# EXERCISE DESCRIPTION:
In the records below, which lines include "TRAIL"? Copy them.

# SOURCE DATA:

=== Section Start ===

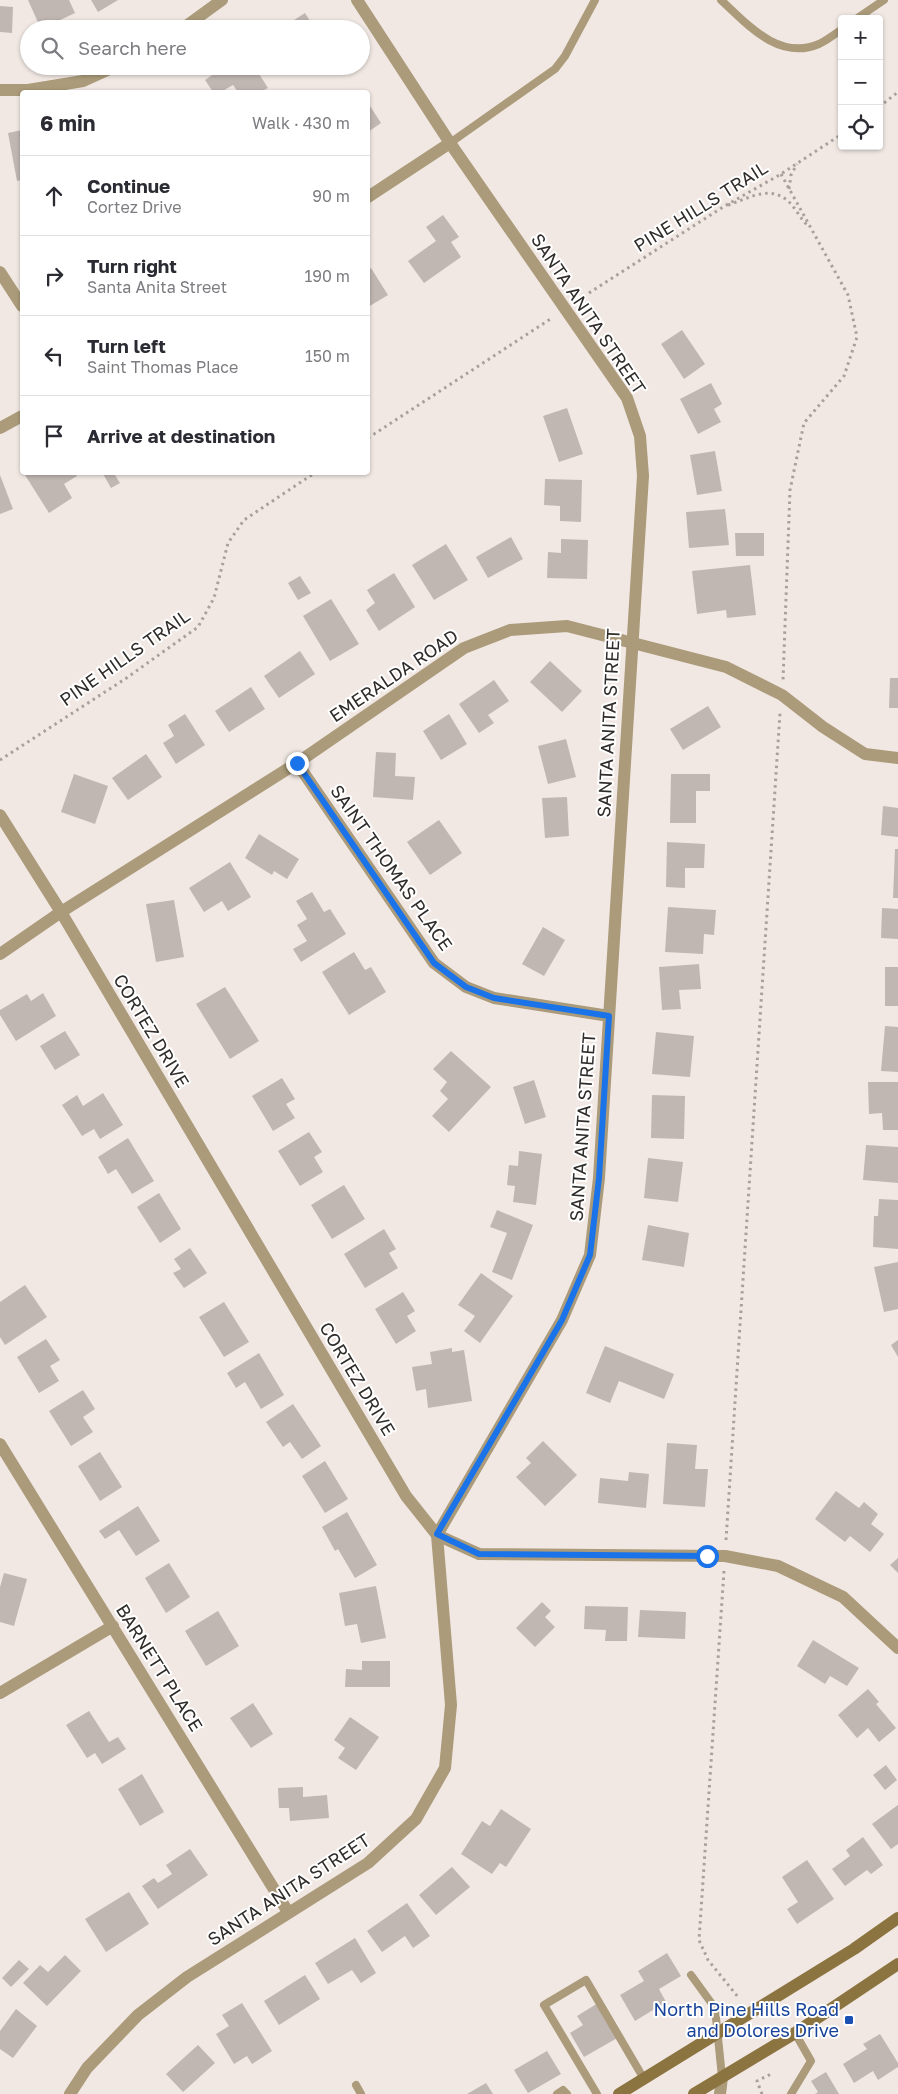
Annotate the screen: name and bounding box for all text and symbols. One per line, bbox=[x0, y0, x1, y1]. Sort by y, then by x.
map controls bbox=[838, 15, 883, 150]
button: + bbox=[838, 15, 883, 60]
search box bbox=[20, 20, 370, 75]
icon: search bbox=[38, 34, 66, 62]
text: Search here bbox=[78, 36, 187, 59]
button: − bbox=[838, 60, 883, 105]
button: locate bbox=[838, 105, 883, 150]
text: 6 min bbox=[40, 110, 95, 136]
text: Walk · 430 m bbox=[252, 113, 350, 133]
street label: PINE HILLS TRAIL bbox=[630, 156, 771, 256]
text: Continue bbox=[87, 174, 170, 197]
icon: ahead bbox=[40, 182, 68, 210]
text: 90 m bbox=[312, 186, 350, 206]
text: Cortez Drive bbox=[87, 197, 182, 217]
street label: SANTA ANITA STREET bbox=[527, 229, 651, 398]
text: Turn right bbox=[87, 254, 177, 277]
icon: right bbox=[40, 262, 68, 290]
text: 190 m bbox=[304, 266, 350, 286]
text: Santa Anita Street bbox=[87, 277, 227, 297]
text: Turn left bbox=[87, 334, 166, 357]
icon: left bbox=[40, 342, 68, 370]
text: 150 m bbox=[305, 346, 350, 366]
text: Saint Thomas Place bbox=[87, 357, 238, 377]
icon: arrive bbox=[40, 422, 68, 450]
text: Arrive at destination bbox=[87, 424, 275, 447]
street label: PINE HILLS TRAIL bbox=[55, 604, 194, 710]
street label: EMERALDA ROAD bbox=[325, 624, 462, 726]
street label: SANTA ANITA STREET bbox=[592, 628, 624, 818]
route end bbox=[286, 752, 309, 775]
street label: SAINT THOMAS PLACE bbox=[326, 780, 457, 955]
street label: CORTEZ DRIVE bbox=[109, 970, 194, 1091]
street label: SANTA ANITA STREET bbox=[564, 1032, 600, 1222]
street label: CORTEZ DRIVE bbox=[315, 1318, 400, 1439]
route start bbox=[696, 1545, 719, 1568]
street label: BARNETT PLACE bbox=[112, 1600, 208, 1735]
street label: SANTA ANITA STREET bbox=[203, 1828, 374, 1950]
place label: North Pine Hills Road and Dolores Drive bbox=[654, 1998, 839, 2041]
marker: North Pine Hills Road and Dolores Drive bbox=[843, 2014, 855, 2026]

=== Section End ===

# FINAL ANSWER:
street label: PINE HILLS TRAIL bbox=[630, 156, 771, 256]
street label: PINE HILLS TRAIL bbox=[55, 604, 194, 710]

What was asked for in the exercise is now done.